By: Lana K. Wilson-Combs
Romantic comedies rank pretty high on my favorite movie genres list, right along with horror and action films.
So, to have two very funny comedies out in February, starting with Taraji P. Henson’s
box office hit, “What Men Want”
and now “Isn’t it Romantic”
with Rebel Wilson
--which should do brisk business with Valentine’s Day approaching—seems to bode well for the rom-com. I hope so anyway.
In “Isn’t it Romantic,” from director Todd Strauss-Schulson
(“The Final Girls”), Rebel Wilson stars as Natalie. We first see her as a young, chubby girl (played by newcomer Alex Kis), who is totally glued to the television watching the movie “Pretty Woman.”
Natalie loves romantic comedies. She watches them all the time because she can dream about what it would be like when she gets older and be swept off her feet by a handsome man and live happily ever after just like in the movies.
However, her mother--(Jennifer Saunders, TV’s “Moominvalley”) whose real name should be Debbie Downer—tells little Natalie to stop wasting her time with these movies because they aren’t realistic and girls that look like her don’t have lives like the gorgeous women in the movies. Life’s not a fairy tale she adds.
Clearly Natalie’s mom has had some bad experiences with men and despite her good intentions for Natalie it doesn’t help her self-esteem when she gets older.
In fact, 25-years later, Natalie (Wilson) is living in a cluttered, New York apartment with her little doggy as her only companion. She’s apparently listened to every word her mother said and has shunned any chance at romance and even male friendships for that matter.

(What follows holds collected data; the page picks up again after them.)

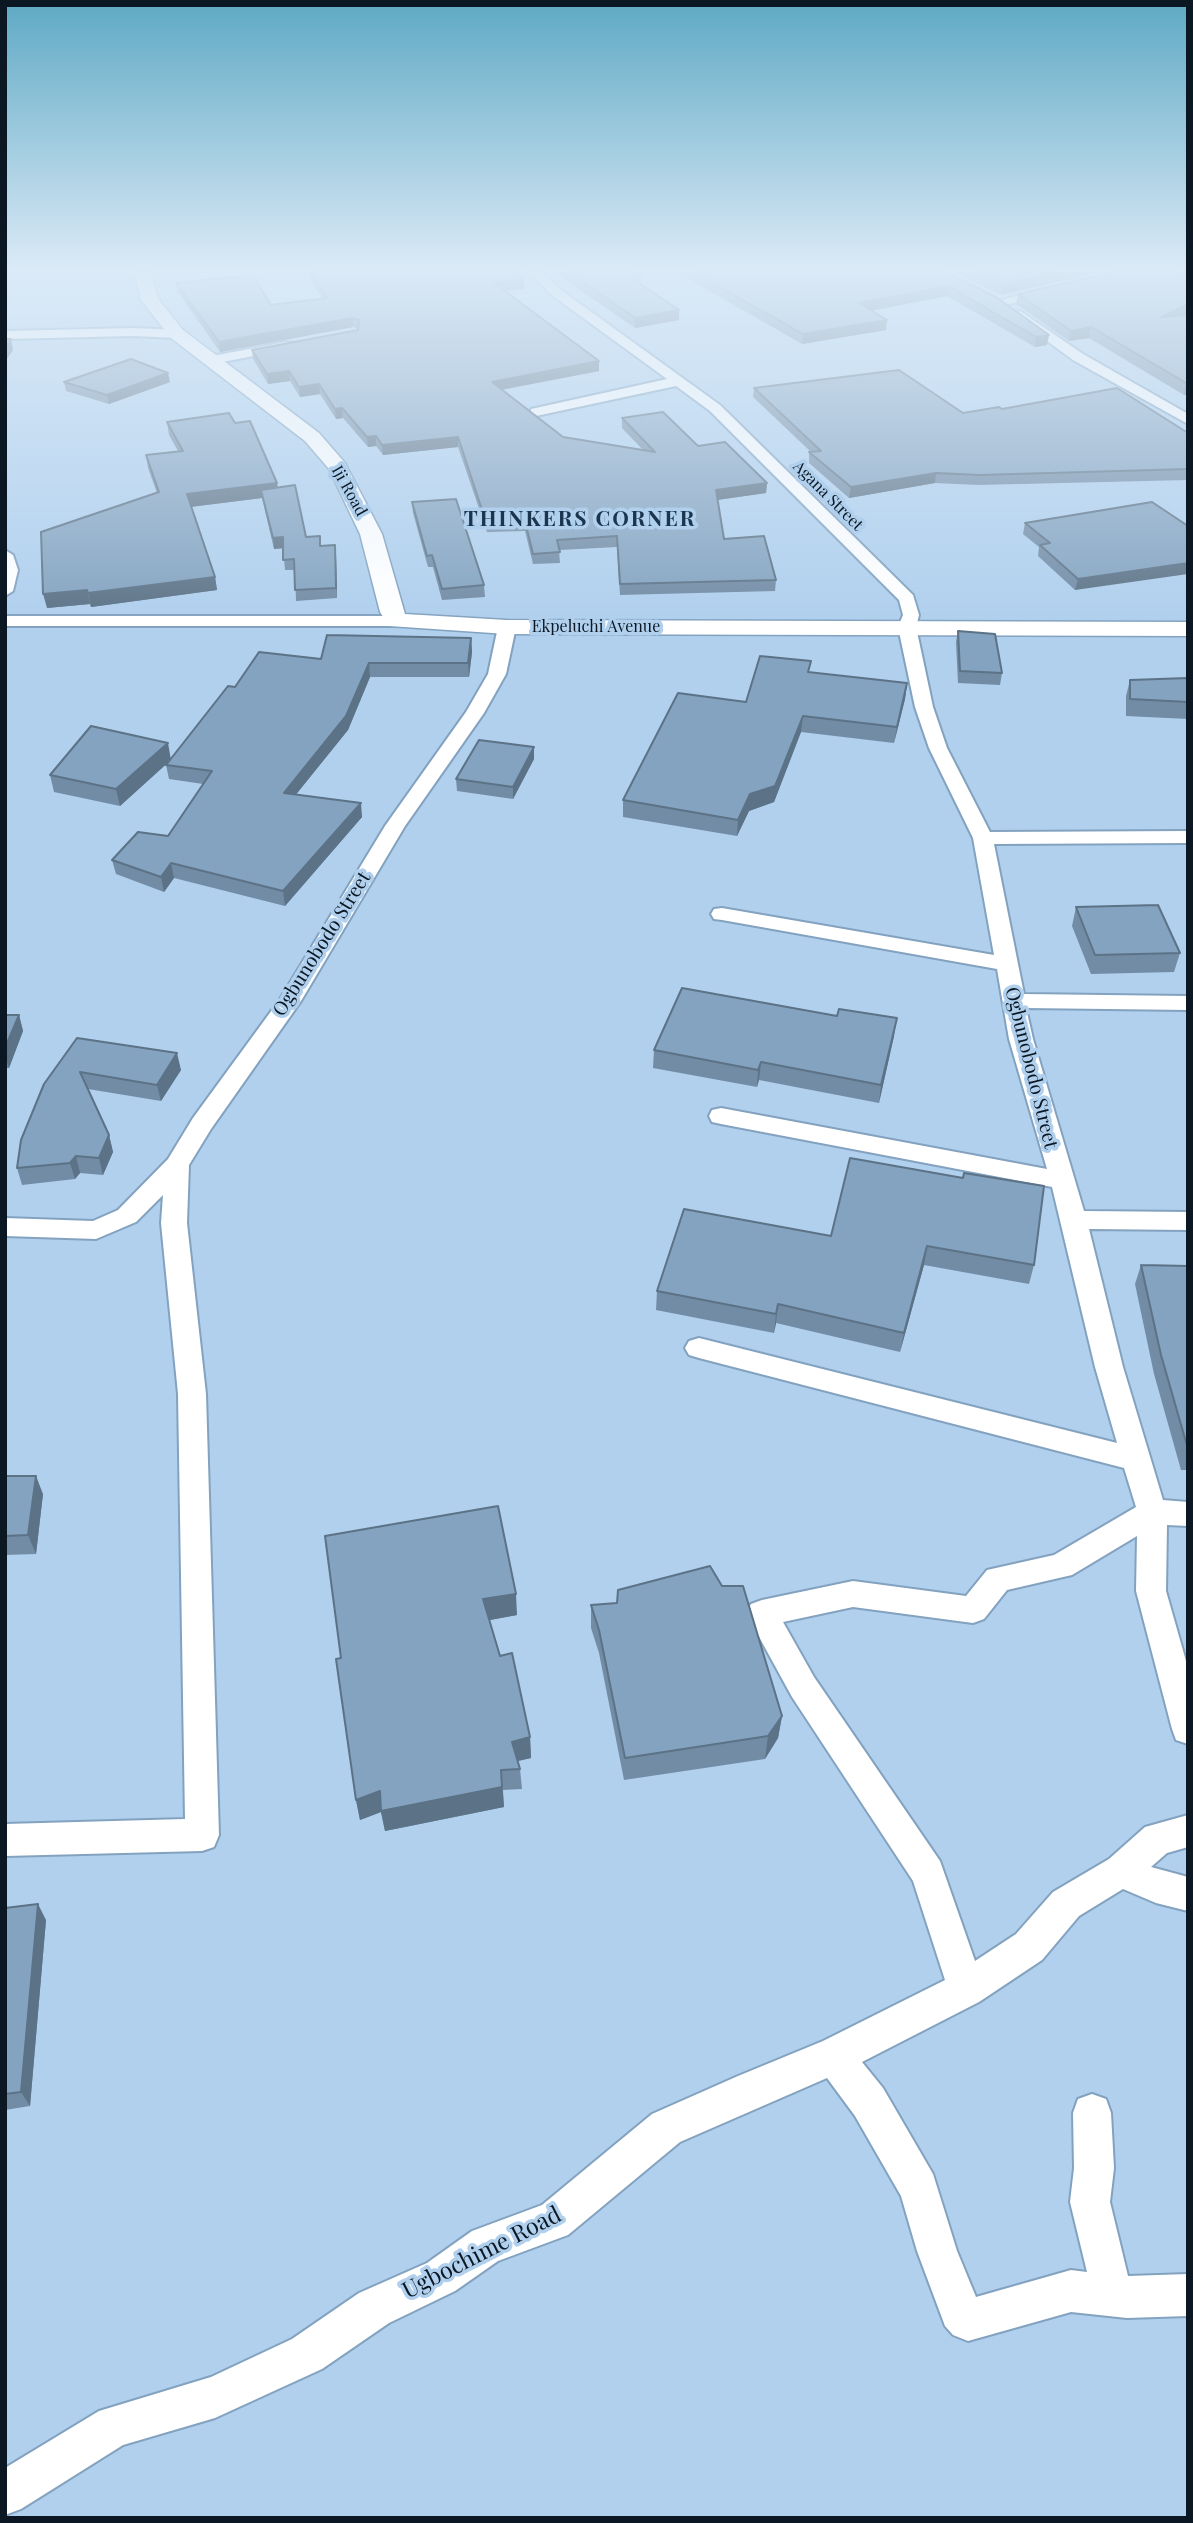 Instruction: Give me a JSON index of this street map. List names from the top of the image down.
{
  "streets": {
    "street": [
      "Iji Road",
      "Agana Street",
      "Ekpeluchi Avenue",
      "Ogbunobodo Street",
      "Ugbochime Road"
    ]
  },
  "crossings": [
    ["Iji Road", "Ekpeluchi Avenue"],
    ["Agana Street", "Ekpeluchi Avenue"],
    ["Agana Street", "Ogbunobodo Street"],
    ["Ekpeluchi Avenue", "Ogbunobodo Street"]
  ],
  "districts": ["THINKERS CORNER"]
}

Natalie works at an architecture firm and has great ideas for the company, but she’s often ignored and not taken seriously by management and a few of her co-workers. There is one guy named Josh (Adam DeVine, TV’s “Modern Family”) in her office who really likes her for her, but Natalie is clueless about him.
Josh later becomes a hero when he saves a supermodel (a funny Priyanka Chopra, TV’s “Quantico”) from choking to death. She then falls in love with him. Still, deep down Josh has feelings for Natalie.
Natalie’s life takes a major turn. One day while at the subway station, she’s mugged. She makes a valiant effort to fight off her attacker. As she runs away, she lands smack dab into a metal pole and knocks herself out.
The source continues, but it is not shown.